--- Data to process ---
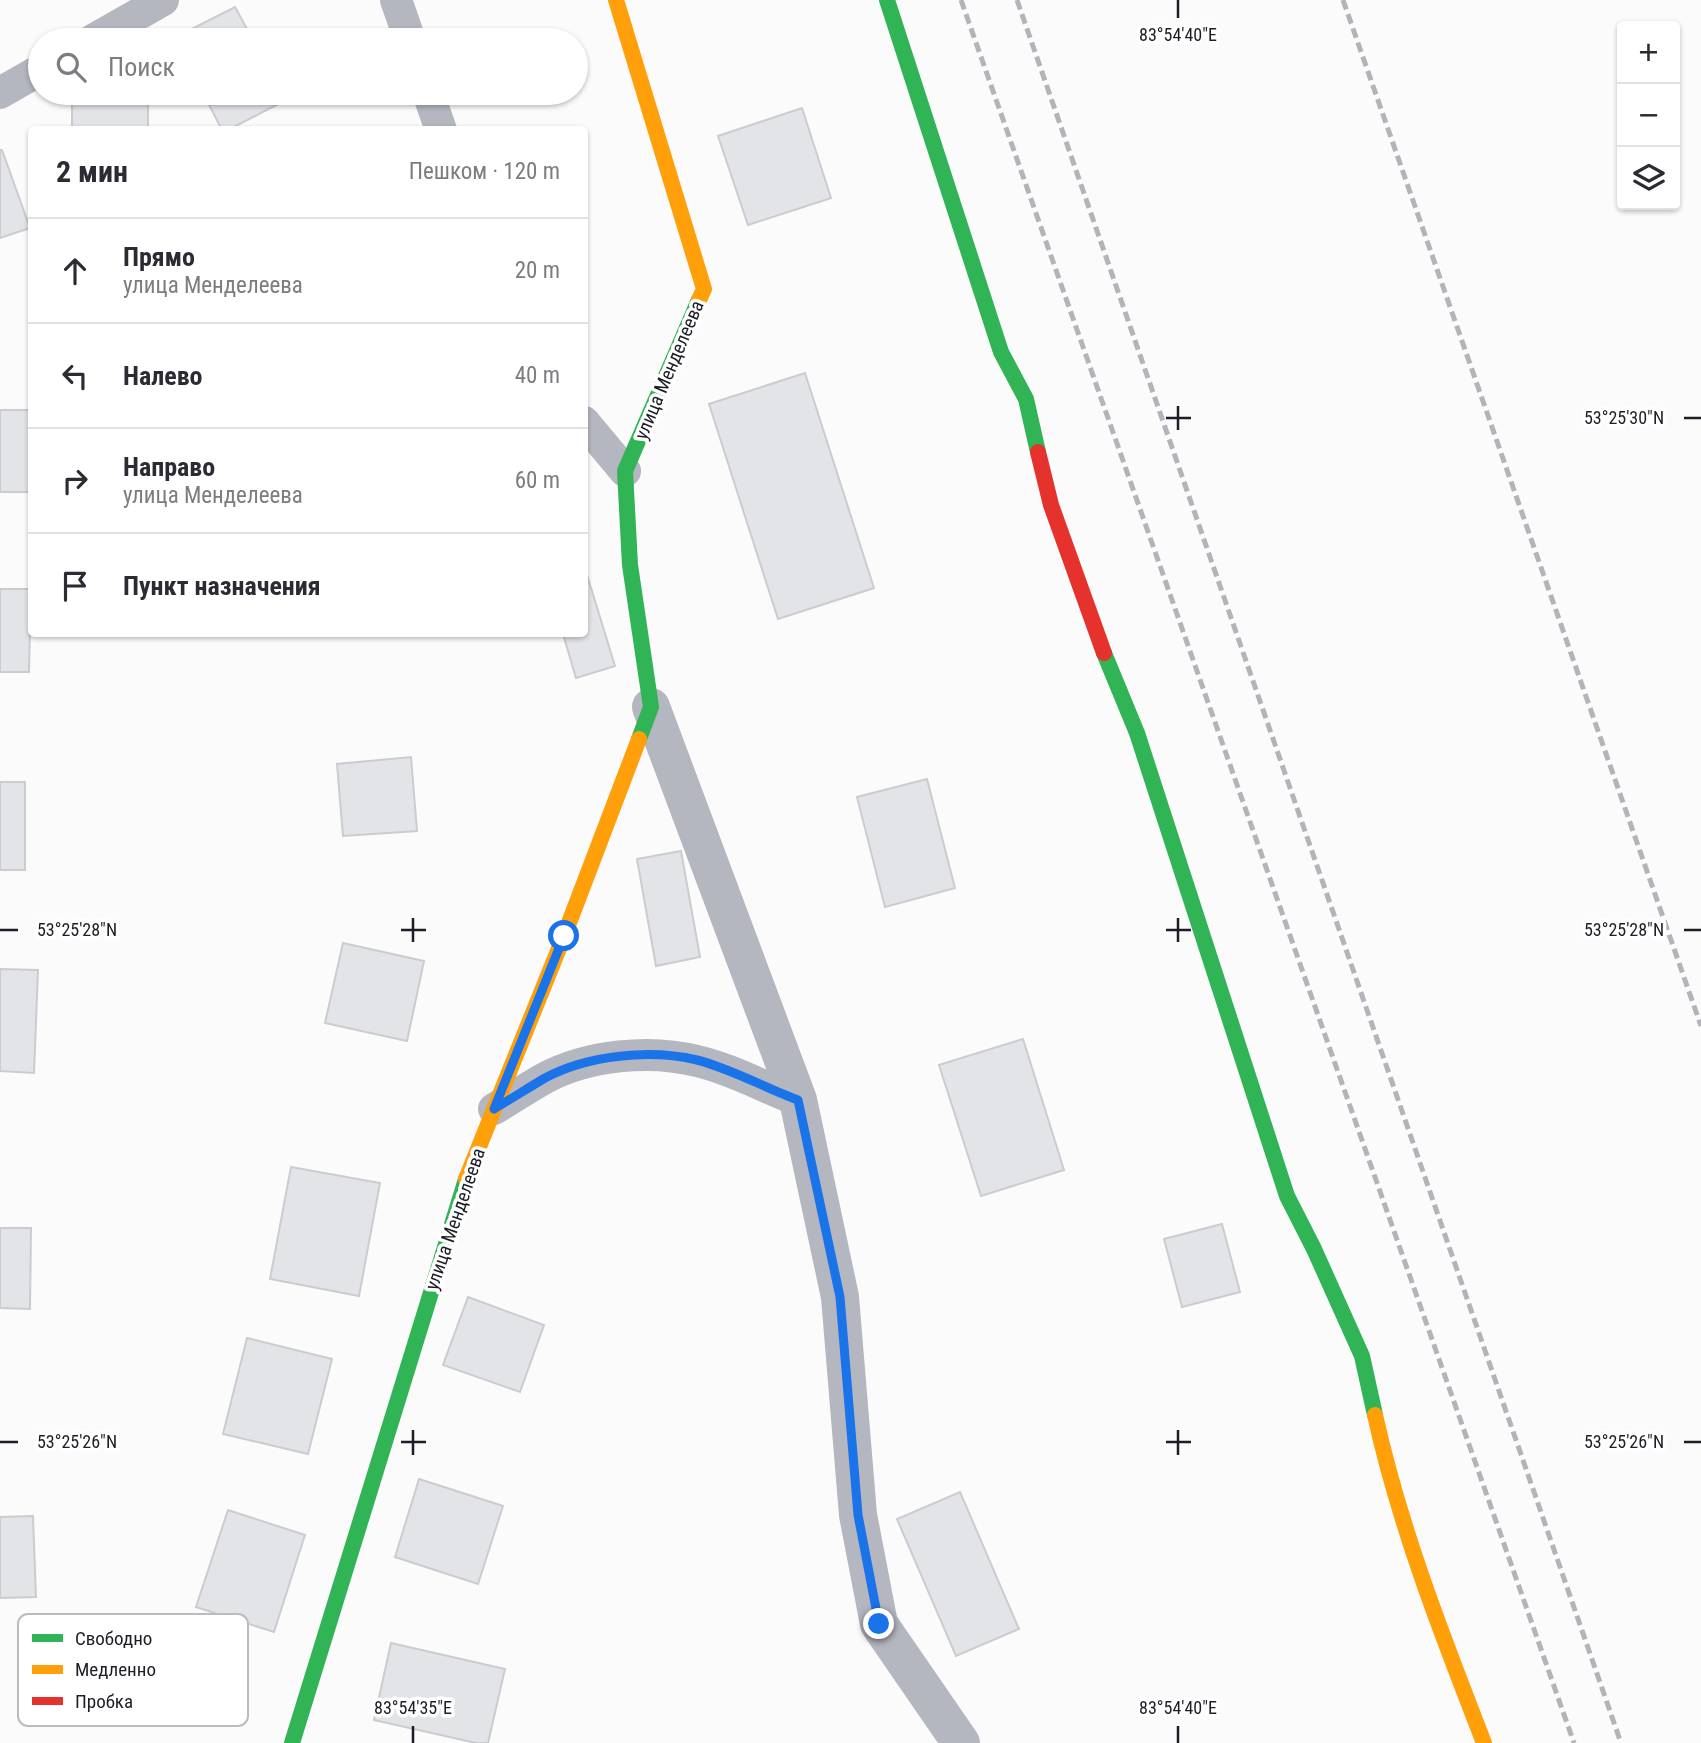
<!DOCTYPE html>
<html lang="ru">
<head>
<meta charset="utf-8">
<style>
	:root { --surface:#fff; --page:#f2f2f3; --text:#2b2b33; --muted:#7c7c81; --line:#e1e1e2 }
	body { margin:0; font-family:"Roboto Condensed",sans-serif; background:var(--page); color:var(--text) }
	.controls { position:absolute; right:21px; top:21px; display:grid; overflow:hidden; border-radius:7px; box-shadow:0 2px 5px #0004 }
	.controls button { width:63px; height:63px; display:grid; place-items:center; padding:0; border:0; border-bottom:2px solid var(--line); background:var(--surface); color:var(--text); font:35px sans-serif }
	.stop { position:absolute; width:21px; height:21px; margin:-16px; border:5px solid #1a73e8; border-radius:50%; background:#fff }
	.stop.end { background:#1a73e8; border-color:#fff; box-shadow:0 2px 7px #0008 }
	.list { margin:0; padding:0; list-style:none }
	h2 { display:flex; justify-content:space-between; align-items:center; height:91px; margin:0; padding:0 28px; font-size:30px }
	h2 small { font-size:23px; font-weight:400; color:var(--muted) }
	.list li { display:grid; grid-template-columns:46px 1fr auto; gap:21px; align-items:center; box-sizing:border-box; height:105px; padding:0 28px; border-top:2px solid var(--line) }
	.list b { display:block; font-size:26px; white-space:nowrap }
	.list p { margin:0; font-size:23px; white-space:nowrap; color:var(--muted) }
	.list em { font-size:23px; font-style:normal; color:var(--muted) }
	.icon { flex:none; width:38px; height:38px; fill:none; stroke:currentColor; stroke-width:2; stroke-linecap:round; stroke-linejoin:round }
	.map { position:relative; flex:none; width:1701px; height:1743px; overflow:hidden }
	.search { position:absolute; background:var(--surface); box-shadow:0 2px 5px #0004; left:28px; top:28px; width:560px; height:77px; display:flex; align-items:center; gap:18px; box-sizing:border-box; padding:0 24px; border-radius:38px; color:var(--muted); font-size:26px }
	.panel { position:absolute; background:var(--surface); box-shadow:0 2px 5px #0004; left:28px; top:126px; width:560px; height:511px; border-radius:7px }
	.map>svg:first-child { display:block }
</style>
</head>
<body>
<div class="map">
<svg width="1701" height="1743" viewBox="0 0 1701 1743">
	<rect width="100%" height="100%" fill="#fbfbfb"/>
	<path fill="#e3e4e8" stroke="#cbccd0" stroke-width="2" d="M235,7L253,40H175L174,38Z
		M72,93H148V130H72Z
		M203,93H280L284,101L228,130H222Z
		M802,108L831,198L748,225L718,136Z
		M0,150H2L30,228L0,238Z
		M805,373L874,588L778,619L709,404Z
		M0,410H30L32,492H0Z
		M584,565L615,666L576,678L563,634H584Z
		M0,589H31L29,672H0Z
		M411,757L417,831L343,836L337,764Z
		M927,779L955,888L885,907L857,797Z
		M0,782H25V870H0Z
		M681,851L700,957L656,966L637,859Z
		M343,943L424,961L407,1041L325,1023Z
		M0,969L38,970L34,1073L0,1071Z
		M1023,1039L1064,1170L981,1196L939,1065Z
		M291,1167L380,1183L359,1296L270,1279Z
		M1222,1224L1240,1292L1182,1307L1164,1239Z
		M0,1228H31L30,1309L0,1308Z
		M468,1297L544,1325L520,1392L443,1365Z
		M247,1338L332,1359L308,1454L223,1434Z
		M419,1479L503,1506L478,1584L395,1557Z
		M960,1492L1019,1629L956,1656L897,1519Z
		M228,1510L305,1535L274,1632L196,1607Z
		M33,1516L36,1597L0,1598V1517Z
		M391,1643L505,1669L488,1743H476L374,1720Z"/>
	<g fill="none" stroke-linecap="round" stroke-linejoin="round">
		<path stroke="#b4b6c0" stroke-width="32" d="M396,0L410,40
			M93,40L163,0
			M0,93L40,70
			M428,93L441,130
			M584,422L625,471
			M494,1109C511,1099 527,1088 545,1078C588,1055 650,1049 697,1061C732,1069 765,1088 798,1100"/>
		<path stroke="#b4b6c0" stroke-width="38" d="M651,707L798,1100L840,1297L858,1515L879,1624L961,1743"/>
		<path stroke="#30b455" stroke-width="16" d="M887,0L1001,352L1026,399L1038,452
			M1104,653L1137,733L1287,1196L1314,1249L1362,1356L1375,1415
			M639,739L651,707L630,565L625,471L699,300
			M292,1743L466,1179"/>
		<path stroke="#ff9f0a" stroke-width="16" d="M616,0L704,289L699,300
			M466,1179L564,936L639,739
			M1375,1415C1400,1528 1442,1635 1484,1743"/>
		<path stroke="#e5322d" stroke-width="16" d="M1038,452L1051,505L1104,653"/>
		<path stroke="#b3b4ba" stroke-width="5" stroke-dasharray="10 5" stroke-linecap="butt" d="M961,0L1574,1743
			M1017,0L1621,1743
			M1343,0L1701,1026"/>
	</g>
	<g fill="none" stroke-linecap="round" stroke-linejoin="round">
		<path stroke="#1a73e8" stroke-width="9" d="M564,936L494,1109C511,1099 528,1088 545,1078C588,1055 650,1049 697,1060C732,1069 765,1088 798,1100L840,1297L858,1515L879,1624"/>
	</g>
	<path fill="none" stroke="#1c1e26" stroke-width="2.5" d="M1178,0V18M1178,406V430M1166,418H1191M1684,418H1701M413,918V942M1178,918V942M0,930H18M401,930H426M1166,930H1191M1684,930H1701M413,1430V1455M1178,1430V1455M0,1442H18M401,1442H426M1166,1442H1191M1684,1442H1701M413,1726V1743M1178,1726V1743"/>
	<g text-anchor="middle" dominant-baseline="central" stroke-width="7" stroke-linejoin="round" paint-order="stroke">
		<g font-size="19" fill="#1c1e26" stroke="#fff">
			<text transform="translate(669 370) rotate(-67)">улица Менделеева</text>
			<text transform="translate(455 1219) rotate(-71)">улица Менделеева</text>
		</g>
	</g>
	<rect x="18" y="1614" width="230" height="112" rx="10" fill="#fff" stroke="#bbbcbe" stroke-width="2"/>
	<rect x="32" y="1634" width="31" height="8" fill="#30b455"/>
	<rect x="32" y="1665" width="31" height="9" fill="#ff9f0a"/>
	<rect x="32" y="1697" width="31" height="8" fill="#e5322d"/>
	<g font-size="19" fill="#1c1e26">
		<text x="75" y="1645">Свободно</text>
		<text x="75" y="1676">Медленно</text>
		<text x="75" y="1708">Пробка</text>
	</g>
	<g font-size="18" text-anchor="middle" fill="#1c1e26" stroke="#fff" stroke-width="7" stroke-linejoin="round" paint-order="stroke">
		<text x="1178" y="41">83°54'40"E</text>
		<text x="1624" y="424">53°25'30"N</text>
		<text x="77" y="936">53°25'28"N</text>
		<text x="1624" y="936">53°25'28"N</text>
		<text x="77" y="1448">53°25'26"N</text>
		<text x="1624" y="1448">53°25'26"N</text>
		<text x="413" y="1714">83°54'35"E</text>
		<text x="1178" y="1714">83°54'40"E</text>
	</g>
</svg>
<div class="controls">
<button>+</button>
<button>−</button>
<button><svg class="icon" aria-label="layers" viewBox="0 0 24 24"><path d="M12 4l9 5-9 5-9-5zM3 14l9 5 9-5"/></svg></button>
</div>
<div class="stop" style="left:564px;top:936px"></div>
<div class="stop end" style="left:879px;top:1624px"></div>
<div class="search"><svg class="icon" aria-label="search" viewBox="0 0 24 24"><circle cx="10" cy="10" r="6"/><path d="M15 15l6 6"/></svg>Поиск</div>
<section class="panel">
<h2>2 мин<small>Пешком · 120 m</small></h2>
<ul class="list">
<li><svg class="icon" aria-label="ahead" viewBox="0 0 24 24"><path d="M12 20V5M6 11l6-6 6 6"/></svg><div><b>Прямо</b><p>улица Менделеева</p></div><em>20 m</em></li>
<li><svg class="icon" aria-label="left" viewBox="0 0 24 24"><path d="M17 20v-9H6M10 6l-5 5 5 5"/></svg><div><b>Налево</b></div><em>40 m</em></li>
<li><svg class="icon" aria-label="right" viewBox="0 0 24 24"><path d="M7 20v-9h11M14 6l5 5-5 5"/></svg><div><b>Направо</b><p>улица Менделеева</p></div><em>60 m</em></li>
<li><svg class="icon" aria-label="arrive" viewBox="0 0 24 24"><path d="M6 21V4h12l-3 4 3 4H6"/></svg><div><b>Пункт назначения</b></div></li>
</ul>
</section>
</div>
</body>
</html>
---
Your answer must consist solely of the lines above between the line holding "position:absolute; right:21px; top:21px;" and the line holding "margin:0; padding:0; list-style:none", inclusive, copied exactly.

	.controls { position:absolute; right:21px; top:21px; display:grid; overflow:hidden; border-radius:7px; box-shadow:0 2px 5px #0004 }
	.controls button { width:63px; height:63px; display:grid; place-items:center; padding:0; border:0; border-bottom:2px solid var(--line); background:var(--surface); color:var(--text); font:35px sans-serif }
	.stop { position:absolute; width:21px; height:21px; margin:-16px; border:5px solid #1a73e8; border-radius:50%; background:#fff }
	.stop.end { background:#1a73e8; border-color:#fff; box-shadow:0 2px 7px #0008 }
	.list { margin:0; padding:0; list-style:none }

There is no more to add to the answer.